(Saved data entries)
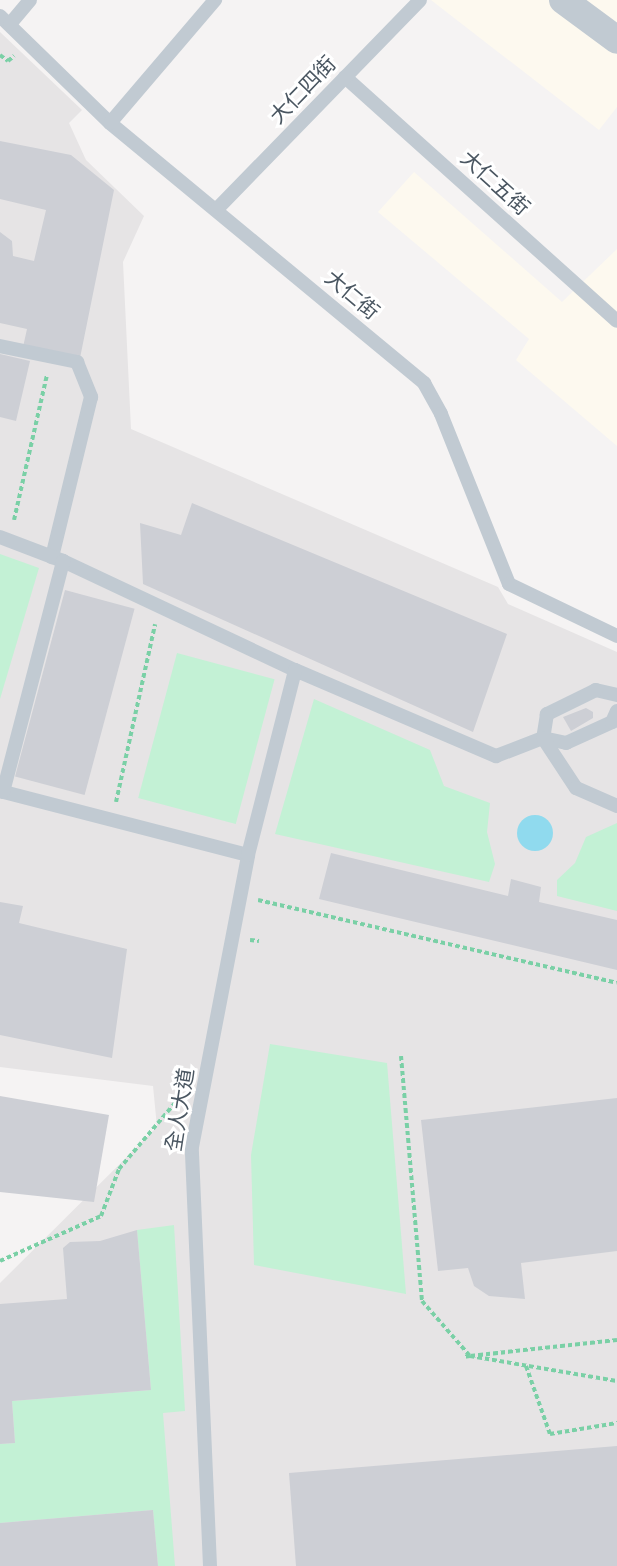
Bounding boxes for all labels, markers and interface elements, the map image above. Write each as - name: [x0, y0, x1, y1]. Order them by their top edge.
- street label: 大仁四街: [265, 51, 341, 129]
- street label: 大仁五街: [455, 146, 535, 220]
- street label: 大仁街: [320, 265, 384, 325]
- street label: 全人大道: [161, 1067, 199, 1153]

**ASSIGNED TASK:**
The response should consist of the entries above, given again exactly and free of pictures.

**WRITTEN RESPONSE:**
Bounding boxes for all labels, markers and interface elements, the map image above. Write each as - name: [x0, y0, x1, y1]. Order them by their top edge.
- street label: 大仁四街: [265, 51, 341, 129]
- street label: 大仁五街: [455, 146, 535, 220]
- street label: 大仁街: [320, 265, 384, 325]
- street label: 全人大道: [161, 1067, 199, 1153]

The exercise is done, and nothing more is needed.